== RECORDS FOR THIS TASK ==
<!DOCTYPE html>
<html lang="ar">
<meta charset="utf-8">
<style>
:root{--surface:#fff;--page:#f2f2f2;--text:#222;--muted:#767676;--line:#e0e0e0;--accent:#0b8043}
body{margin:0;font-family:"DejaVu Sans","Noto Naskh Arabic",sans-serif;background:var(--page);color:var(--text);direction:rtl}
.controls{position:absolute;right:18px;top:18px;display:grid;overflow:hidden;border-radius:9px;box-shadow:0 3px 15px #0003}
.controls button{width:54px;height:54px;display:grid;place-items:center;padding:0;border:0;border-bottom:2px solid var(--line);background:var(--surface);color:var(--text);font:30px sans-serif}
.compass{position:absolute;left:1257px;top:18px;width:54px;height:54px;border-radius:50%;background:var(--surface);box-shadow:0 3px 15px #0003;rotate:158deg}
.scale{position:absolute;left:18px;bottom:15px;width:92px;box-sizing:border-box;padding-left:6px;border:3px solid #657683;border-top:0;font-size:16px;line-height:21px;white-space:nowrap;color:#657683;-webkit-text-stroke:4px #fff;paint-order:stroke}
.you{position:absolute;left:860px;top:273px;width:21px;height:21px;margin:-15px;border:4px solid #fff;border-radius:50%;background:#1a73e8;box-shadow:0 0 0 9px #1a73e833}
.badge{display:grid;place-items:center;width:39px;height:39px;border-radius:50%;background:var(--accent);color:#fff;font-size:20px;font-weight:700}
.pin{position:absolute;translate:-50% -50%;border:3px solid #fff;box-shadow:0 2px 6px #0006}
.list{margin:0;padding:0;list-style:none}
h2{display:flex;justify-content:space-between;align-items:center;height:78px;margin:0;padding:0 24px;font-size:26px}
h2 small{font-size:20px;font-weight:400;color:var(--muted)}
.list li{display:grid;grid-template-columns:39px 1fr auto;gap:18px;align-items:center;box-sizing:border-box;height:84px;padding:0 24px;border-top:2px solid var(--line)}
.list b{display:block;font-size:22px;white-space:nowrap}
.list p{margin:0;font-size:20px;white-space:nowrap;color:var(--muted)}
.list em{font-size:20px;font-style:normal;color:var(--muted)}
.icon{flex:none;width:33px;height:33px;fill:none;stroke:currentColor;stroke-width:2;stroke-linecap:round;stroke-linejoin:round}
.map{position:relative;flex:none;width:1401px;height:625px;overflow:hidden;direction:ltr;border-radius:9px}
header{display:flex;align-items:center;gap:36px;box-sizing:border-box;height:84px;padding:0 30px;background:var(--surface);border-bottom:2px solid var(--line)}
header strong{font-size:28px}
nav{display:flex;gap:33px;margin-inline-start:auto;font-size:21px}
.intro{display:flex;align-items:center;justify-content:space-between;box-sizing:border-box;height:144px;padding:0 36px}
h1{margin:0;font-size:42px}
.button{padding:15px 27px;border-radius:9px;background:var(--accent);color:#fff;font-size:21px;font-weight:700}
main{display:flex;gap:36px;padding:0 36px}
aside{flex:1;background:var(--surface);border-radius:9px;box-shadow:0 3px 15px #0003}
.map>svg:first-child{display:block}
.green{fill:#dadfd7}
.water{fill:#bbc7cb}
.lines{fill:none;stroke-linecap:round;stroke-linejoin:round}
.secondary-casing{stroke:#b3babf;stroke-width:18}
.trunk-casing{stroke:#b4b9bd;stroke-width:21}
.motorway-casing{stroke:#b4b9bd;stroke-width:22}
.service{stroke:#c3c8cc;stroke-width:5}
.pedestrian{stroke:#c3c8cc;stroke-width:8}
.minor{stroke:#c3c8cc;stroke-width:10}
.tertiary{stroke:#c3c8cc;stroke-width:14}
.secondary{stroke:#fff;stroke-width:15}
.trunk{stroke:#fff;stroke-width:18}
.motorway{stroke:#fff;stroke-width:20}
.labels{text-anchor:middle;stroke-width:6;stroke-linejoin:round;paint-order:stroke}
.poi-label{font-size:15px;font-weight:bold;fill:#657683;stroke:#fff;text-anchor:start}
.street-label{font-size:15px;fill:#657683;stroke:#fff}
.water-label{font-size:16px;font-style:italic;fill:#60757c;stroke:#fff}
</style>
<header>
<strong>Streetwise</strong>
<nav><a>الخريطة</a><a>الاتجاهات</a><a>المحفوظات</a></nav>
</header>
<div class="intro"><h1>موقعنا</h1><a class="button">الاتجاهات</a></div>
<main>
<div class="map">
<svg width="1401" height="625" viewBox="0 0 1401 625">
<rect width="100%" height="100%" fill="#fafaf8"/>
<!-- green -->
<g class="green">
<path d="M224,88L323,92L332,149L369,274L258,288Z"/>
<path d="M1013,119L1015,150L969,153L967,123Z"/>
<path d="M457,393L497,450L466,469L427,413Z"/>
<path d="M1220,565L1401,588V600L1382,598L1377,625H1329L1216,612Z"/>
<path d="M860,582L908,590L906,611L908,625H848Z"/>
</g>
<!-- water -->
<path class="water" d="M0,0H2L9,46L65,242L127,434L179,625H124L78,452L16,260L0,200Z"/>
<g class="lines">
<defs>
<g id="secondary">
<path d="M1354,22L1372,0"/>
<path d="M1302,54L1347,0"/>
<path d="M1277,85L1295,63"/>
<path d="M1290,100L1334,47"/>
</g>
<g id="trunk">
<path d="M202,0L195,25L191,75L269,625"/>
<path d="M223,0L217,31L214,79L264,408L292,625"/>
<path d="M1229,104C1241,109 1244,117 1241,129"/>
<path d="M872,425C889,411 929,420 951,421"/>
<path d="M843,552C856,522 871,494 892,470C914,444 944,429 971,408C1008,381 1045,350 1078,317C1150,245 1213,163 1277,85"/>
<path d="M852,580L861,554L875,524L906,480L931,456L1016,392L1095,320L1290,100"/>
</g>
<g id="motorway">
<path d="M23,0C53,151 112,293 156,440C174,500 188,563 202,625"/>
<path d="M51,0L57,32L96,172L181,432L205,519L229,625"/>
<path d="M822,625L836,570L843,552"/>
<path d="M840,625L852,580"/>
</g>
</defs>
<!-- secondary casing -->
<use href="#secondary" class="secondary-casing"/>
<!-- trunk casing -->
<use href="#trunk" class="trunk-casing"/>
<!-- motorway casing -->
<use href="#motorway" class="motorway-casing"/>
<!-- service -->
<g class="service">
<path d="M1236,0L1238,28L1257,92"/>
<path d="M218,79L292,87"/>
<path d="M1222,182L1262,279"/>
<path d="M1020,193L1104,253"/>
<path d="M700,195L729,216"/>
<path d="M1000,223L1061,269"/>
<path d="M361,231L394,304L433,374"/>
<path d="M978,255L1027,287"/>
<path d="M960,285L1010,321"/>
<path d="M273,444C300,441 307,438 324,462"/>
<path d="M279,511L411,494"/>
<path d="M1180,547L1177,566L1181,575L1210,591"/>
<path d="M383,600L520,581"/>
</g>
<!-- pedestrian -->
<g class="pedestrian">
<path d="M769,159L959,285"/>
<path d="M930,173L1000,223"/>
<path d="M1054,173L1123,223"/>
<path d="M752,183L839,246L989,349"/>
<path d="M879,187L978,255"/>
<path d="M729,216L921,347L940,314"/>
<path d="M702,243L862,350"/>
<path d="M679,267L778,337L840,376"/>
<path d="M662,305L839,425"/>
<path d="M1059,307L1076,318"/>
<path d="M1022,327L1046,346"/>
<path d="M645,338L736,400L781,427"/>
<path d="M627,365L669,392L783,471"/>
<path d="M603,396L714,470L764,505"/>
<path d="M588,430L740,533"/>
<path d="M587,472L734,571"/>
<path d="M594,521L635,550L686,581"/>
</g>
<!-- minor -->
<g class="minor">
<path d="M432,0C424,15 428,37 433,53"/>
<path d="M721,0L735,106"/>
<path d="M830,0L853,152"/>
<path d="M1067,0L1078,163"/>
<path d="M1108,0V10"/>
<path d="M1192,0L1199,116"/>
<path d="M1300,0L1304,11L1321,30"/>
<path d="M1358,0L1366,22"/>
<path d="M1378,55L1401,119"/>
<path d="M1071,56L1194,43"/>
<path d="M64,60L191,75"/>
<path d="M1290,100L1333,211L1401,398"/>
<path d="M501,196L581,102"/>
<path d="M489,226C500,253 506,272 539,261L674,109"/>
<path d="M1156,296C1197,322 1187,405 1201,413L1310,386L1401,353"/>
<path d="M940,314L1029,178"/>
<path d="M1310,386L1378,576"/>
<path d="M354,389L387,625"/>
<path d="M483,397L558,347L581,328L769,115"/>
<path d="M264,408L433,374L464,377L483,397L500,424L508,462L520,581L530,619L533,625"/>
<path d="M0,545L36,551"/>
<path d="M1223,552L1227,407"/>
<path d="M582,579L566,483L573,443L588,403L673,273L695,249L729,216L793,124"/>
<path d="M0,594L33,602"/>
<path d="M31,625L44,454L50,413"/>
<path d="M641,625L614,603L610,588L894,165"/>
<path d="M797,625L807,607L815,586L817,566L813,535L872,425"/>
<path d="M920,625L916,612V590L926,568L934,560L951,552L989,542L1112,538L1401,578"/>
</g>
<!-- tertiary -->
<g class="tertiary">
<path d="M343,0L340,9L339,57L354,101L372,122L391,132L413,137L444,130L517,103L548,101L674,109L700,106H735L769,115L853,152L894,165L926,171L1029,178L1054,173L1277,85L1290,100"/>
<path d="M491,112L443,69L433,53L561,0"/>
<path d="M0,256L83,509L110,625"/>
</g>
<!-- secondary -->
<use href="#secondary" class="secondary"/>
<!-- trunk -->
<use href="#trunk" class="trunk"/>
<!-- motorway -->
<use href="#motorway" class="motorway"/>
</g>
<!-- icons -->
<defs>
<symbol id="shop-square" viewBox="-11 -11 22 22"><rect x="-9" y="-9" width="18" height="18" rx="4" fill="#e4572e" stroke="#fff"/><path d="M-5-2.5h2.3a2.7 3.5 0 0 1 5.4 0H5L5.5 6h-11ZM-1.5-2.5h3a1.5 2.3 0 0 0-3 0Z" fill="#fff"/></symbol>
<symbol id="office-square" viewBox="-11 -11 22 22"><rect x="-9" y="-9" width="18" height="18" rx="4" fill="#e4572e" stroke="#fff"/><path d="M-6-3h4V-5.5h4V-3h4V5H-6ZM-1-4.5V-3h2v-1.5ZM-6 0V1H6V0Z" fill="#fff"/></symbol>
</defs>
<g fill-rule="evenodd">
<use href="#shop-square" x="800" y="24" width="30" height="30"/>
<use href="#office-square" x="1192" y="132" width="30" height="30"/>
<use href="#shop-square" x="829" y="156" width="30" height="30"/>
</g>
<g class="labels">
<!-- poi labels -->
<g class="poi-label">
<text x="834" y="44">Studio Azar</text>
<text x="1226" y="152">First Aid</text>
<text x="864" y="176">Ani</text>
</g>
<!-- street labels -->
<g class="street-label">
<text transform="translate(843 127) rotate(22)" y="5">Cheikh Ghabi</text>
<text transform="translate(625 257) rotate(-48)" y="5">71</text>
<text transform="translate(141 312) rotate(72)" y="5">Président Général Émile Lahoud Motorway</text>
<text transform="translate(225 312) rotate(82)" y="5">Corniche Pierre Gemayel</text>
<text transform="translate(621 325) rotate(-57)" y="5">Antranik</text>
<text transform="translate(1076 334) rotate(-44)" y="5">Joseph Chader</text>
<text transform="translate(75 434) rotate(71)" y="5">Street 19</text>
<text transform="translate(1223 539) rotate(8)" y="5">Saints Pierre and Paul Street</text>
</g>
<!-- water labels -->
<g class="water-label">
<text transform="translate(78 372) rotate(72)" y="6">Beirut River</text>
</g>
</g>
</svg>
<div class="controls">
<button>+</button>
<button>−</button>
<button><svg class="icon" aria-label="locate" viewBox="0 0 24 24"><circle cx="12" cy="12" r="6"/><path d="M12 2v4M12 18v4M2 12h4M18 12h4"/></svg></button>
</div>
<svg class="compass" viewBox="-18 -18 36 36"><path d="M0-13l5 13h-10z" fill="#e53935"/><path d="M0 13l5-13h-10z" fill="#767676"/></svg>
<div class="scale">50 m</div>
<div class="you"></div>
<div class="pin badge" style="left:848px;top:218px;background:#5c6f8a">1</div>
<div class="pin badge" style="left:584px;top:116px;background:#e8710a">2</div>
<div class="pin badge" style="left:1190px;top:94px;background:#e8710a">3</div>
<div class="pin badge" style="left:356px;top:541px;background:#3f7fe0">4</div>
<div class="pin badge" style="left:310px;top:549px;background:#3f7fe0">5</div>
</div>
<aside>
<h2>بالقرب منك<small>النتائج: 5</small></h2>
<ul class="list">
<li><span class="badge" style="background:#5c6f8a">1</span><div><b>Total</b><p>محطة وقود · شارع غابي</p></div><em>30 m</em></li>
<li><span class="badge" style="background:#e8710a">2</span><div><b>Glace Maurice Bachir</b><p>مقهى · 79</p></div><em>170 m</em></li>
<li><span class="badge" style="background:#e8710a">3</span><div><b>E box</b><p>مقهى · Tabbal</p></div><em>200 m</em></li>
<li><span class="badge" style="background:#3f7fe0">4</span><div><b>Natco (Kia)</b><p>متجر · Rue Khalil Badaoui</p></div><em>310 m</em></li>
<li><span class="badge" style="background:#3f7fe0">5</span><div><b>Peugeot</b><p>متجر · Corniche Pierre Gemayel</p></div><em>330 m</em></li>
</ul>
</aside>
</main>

== PROBLEM TO WORK ON ==
All lines carrying the word "shop" must be copied from the data above.

== RESULT FOR THIS EXERCISE ==
<symbol id="shop-square" viewBox="-11 -11 22 22"><rect x="-9" y="-9" width="18" height="18" rx="4" fill="#e4572e" stroke="#fff"/><path d="M-5-2.5h2.3a2.7 3.5 0 0 1 5.4 0H5L5.5 6h-11ZM-1.5-2.5h3a1.5 2.3 0 0 0-3 0Z" fill="#fff"/></symbol>
<use href="#shop-square" x="800" y="24" width="30" height="30"/>
<use href="#shop-square" x="829" y="156" width="30" height="30"/>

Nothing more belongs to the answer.